BABY DOLL Short Stories
Written by Gracy; translated by Fathima E.V. HARPER PERENNIA
Gracy’s stories play out in a landscape of superstitions, haunted houses and yakshis. A thin, permeable film waves between the real and the imagined, and the writer shifts as easily as mist from one side of it to the other. Sometimes she builds a world and events around her characters and sometimes her characters simply rage with envy, paranoia, fear and lust over a page or two, leaving emotional debris as jagged as the pieces of a shattered window. Whether the turmoil is internal or external, plenty of actual violence takes place.

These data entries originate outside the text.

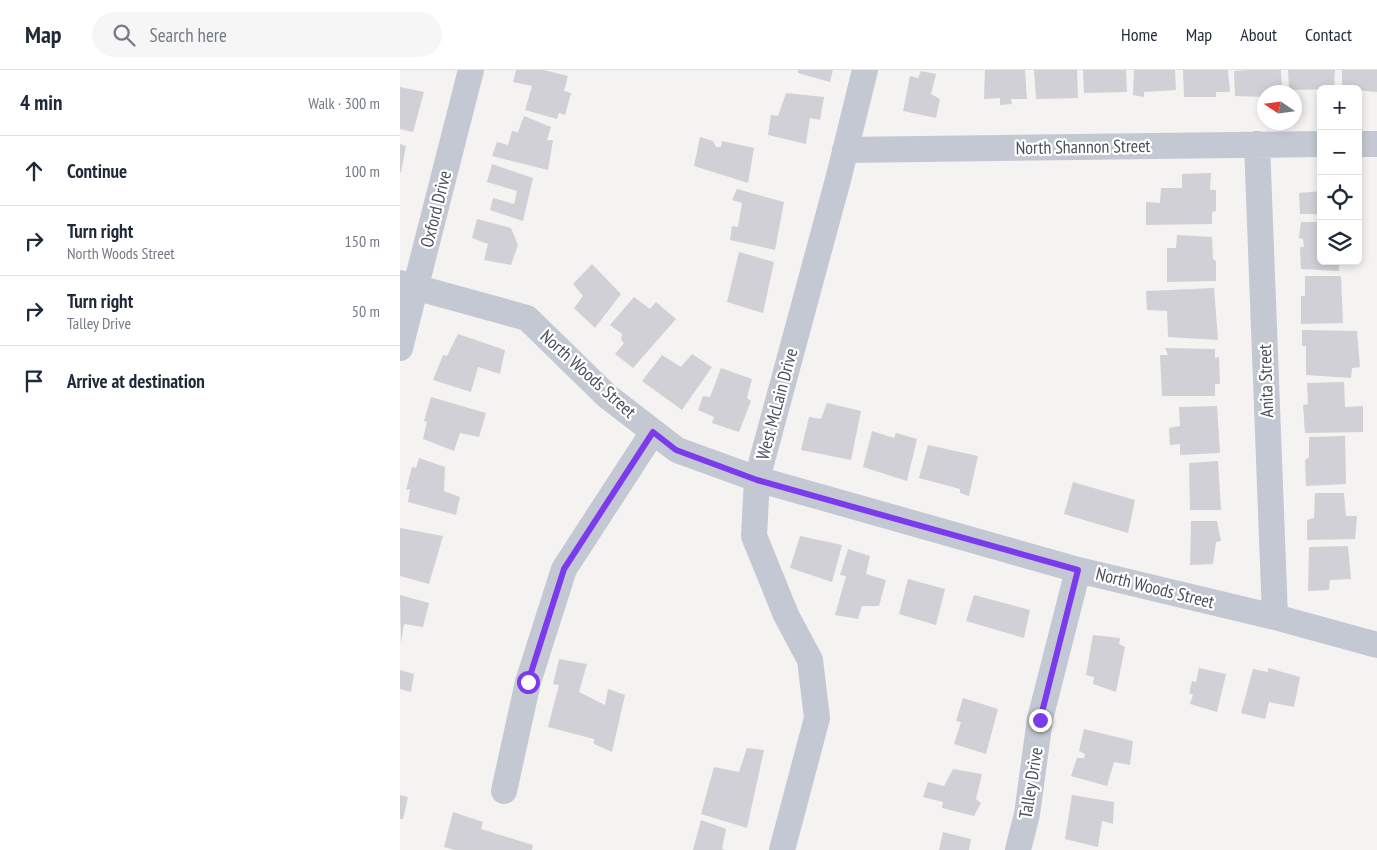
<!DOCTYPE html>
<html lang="en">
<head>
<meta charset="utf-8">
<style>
	body { margin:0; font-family:"PT Sans Narrow",sans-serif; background:#f6f6f7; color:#1f2937 }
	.controls { position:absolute; right:15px; top:15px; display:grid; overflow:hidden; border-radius:8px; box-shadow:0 2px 8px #0003 }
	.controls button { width:45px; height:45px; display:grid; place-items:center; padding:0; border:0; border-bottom:1px solid #e0e1e3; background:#fff; color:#1f2937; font:25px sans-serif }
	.compass { position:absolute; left:857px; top:15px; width:45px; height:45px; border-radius:50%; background:#fff; box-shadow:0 2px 8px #0003; rotate:283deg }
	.stop { position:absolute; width:15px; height:15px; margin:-11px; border:4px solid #7c3aed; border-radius:50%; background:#fff }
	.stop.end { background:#7c3aed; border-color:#fff; box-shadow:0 1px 5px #0008 }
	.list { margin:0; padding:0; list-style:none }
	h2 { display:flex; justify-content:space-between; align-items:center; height:65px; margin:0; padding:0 20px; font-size:21px }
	h2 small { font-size:16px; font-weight:400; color:#747a83 }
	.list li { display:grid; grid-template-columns:32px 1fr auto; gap:15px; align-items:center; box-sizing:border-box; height:70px; padding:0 20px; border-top:1px solid #e0e1e3 }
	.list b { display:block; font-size:19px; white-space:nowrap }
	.list p { margin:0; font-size:16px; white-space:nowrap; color:#747a83 }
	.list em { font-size:16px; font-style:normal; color:#747a83 }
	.icon { flex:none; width:28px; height:28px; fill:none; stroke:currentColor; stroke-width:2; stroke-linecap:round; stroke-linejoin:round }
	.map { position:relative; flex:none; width:977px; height:780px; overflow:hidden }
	header { display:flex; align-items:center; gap:30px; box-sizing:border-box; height:70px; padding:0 25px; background:#fff; border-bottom:1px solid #e0e1e3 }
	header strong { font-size:24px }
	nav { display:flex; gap:28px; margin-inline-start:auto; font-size:18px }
	.search { width:350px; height:45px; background:#f6f6f7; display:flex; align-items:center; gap:12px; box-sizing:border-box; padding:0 18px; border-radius:28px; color:#747a83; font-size:19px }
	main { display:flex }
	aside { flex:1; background:#fff }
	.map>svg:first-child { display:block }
	.building { fill:#d0d0d6 }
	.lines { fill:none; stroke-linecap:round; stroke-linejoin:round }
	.minor { stroke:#c4c8d2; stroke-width:26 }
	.route { stroke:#7c3aed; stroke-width:6 }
	.labels { text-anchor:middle; stroke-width:4.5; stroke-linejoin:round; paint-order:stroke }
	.street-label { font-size:18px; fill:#4c505d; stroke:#fff }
</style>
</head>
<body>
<header>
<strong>Map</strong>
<div class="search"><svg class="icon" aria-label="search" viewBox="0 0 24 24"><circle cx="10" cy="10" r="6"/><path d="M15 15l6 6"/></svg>Search here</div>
<nav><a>Home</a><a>Map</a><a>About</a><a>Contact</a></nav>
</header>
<main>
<aside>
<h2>4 min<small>Walk · 300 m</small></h2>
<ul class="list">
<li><svg class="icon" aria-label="ahead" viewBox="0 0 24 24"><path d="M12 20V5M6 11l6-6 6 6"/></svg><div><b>Continue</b></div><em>100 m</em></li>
<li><svg class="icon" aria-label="right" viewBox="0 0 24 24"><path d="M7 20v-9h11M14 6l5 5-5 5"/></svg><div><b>Turn right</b><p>North Woods Street</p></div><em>150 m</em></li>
<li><svg class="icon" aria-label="right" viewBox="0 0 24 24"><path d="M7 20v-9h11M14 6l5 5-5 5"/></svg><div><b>Turn right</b><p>Talley Drive</p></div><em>50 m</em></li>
<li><svg class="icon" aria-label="arrive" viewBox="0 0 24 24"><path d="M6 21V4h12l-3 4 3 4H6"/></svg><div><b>Arrive at destination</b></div></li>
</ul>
</aside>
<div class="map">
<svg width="977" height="780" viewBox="0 0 977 780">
	<rect width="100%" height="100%" fill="#f4f3f2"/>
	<!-- building -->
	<path class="building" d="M116,0h28l24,6 -4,15 7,2 -6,22 -6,-2 -2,6 -32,-9 7,-24 -19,-4z
		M398,0h35l-3,12 -32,-9z
		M585,0h40l2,29h-16l1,5 -12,1v-7l-16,1z
		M634,0h43l1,28 -42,1z
		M683,0h43l1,22 -43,1z
		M734,0h41l1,20 -32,2v5l-11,-2z
		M783,0h45l2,22h-14v5h-32z
		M848,0h33l1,22h-18v5l-29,-1 -1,-25z
		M888,0h47l-1,19 -45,1z
		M942,0h35v22l-35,-3z
		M521,1l15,3 -5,20 9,5 -4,19 -33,-7 7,-35 8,2z
		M0,17l24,5 -11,40 -13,-3z
		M386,23l38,4 -4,23 -10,-2 -4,26 -38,-9 3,-20 7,1z
		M124,46l27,11 -4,13h6l-5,30 -56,-14 5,-14 11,3 4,-14 6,1z
		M300,67l13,4 3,6h5l1,-6 32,7 -6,35 -54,-17z
		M0,74l6,2 -5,26h-1z
		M92,94l41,14 -10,43 -33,-11 3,-12 21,6 3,-13 -30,-9z
		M811,103l-1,17h6v21l-4,1v12l-66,1v-23l14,1 1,-15h21v-14z
		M337,119l47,13 -9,48 -45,-10 2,-14 6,1 4,-24 -10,-3z
		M921,121v23h-21l-1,-21z
		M77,149l34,9 7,17 -7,20 -27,-5 4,-16 -16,-6z
		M901,152h20v39h18v10l-38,-2 -1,-22h4l-1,-8 -4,-1z
		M777,165l35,2 1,22 3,2v20l-49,1v-34h9z
		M339,182l35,10 -11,51 -36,-11z
		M192,194l29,30 -26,34 -21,-20 9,-12 -10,-12z
		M905,206h36l2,47 -42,1v-28h4z
		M814,218l4,52 -50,-3 -1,-26 -20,-1 -1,-19z
		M234,227l16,12 6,-7 20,17 -43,49 -18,-14 9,-11 -3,-3 1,-6 -12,-9z
		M902,260l55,1 3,36 -8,1 -1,10 -45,-3v-29h-4z
		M58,264l47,16 -5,24 -22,-7 -7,25 -38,-12 10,-25 4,1z
		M765,278l50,1v9l4,-1 1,27h-5v12h-53l-2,-41h8z
		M292,284l20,13 -30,43 -40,-29 20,-26 19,12z
		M321,298l31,11 -5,19 4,3 -12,31 -27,-9 2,-6 -16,-7 5,-14 7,1z
		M944,312l1,25 18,-1v26l-58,1 -2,-28 5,-1 -1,-21z
		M31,327l55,16 -7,24 -19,-4 -6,18 -31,-12 4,-17 -3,-1z
		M427,333l34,8 -10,49 -50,-10 8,-33 12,2z
		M817,336l3,47 -40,2v-11l-10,1 -1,-17 11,-2 -1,-19z
		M472,361l22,7 2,-5 21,6 -10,42 -44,-14z
		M945,366l1,48 -40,2 -1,-26 4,-3v-20z
		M528,375l50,11 -9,40 -9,-3v-4l-41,-11z
		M19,388l26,9 -1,24 16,6 -4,18 -48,-13 2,-13 -4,1 6,-23 4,1z
		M818,391l3,49h-31l-1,-47z
		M673,412l62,18 -7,33 -64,-19z
		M915,423h29l2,23h11l-2,23 -48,1v-20l7,-2z
		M791,451h26l4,20 -5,1 -3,22 -23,1z
		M0,458l43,8 -14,48 -29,-8z
		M400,466l42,9 -10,37 -42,-14z
		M948,476l3,33 -21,1 -1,10 -21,1 1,-44z
		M448,479l22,7 -4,18 20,6 -7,26h-17l-4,13 -23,-4 11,-39 -6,-1z
		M508,509l37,10 -9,36 -37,-11z
		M0,525l29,8 -6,24 -19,-3 -3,19z
		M574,525l56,15 -6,28 -58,-17z
		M693,565l27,3 -1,6 6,3 -9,45 -23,-8 1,-7 -8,-2z
		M159,589l28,5 -8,28 26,13 3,-16 17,6 -13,57 -18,-8v-5l-46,-12 11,-42 -6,-1z
		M799,598l27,6 -9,38 -27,-8 3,-9 -4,-2 3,-12 4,1z
		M868,598l32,9 -6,30 -25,-5 -4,17 -24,-6 12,-44 15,3z
		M0,600l14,4 -3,18 -11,-3z
		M563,628l35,11 -12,45 -32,-10 7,-22 -5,-1z
		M684,659l49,12 -3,24 -16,-3 -7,24 -36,-10 6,-18h7l1,-4 -6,-3z
		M347,678l17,2 -17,78 -46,-14 13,-47 25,5z
		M553,699l29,5 -6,25 5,4 -7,13 -32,-8 1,-6 -20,-5 5,-15 16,4z
		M0,725l8,2 -5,22h-3z
		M672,725l42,7 -1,22 -11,-3 -4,26 -33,-8z
		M53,742l30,10 -2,7 52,16 -1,5h-77l-11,-3z
		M301,750l25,9 -4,20 4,1h-33z
		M543,762l28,7 -2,11h-30z"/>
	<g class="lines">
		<!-- minor -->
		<path class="minor" d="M857,74l18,473
			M958,74h19
			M445,80l476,-6
			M0,213l127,35 80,78 70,54 80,29 321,91 197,47 102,28
			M0,278l71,-278
			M104,721l24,-109 36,-113 89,-137
			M382,780l35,-132 -7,-58 -24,-45 -32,-79 3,-57 82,-303 26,-106
			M618,780l9,-36 13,-95 38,-149"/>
	</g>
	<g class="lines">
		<!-- route -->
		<path class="route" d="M128,612l36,-113 89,-137 23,18 81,30 321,90 -38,150"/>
	</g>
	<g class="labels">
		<!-- street labels -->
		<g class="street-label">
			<text transform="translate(683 77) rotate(-1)" y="6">North Shannon Street</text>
			<text transform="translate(36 139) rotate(-76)" y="6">Oxford Drive</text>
			<text transform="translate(188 304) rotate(42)" y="6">North Woods Street</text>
			<text transform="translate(866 311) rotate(-92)" y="6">Anita Street</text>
			<text transform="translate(377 334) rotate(-75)" y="6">West McLain Drive</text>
			<text transform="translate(755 518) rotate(14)" y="6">North Woods Street</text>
			<text transform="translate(631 713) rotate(-81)" y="6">Talley Drive</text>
		</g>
	</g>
</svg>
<div class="controls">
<button>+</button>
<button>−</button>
<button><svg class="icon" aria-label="locate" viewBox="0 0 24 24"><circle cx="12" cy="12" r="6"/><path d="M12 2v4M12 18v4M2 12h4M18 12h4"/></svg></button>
<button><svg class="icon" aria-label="layers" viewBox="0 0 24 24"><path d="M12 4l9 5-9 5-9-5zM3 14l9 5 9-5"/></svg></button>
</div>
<svg class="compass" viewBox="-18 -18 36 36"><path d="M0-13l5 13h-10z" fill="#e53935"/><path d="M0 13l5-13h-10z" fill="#747a83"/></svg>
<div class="stop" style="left:128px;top:612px"></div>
<div class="stop end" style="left:640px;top:650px"></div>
</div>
</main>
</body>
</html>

The title story, ‘Baby Doll’, is perhaps among the calmest of these narratives, barring the melodramatic laments of a mother who wants to lock her daughter away from reality. The girl has crossed the physical threshold of childhood but her infant mind is not yet armed for the risks of womanhood on the other side. There is an allegory featuring two lizards on the wall of a hospital room, talking of life, death and enlightenment. The nugget of wisdom the male imparts, discovered at such a high cost, is a truth the female lizard has always known and she hitches a ride to the world outside to find out something new. Gracy brings life into even inanimate things, creating a tragedy out of two rabbits made of seashells. She plays with blasphemy in ‘The Parable of the Sower’ and in ‘Panchali’.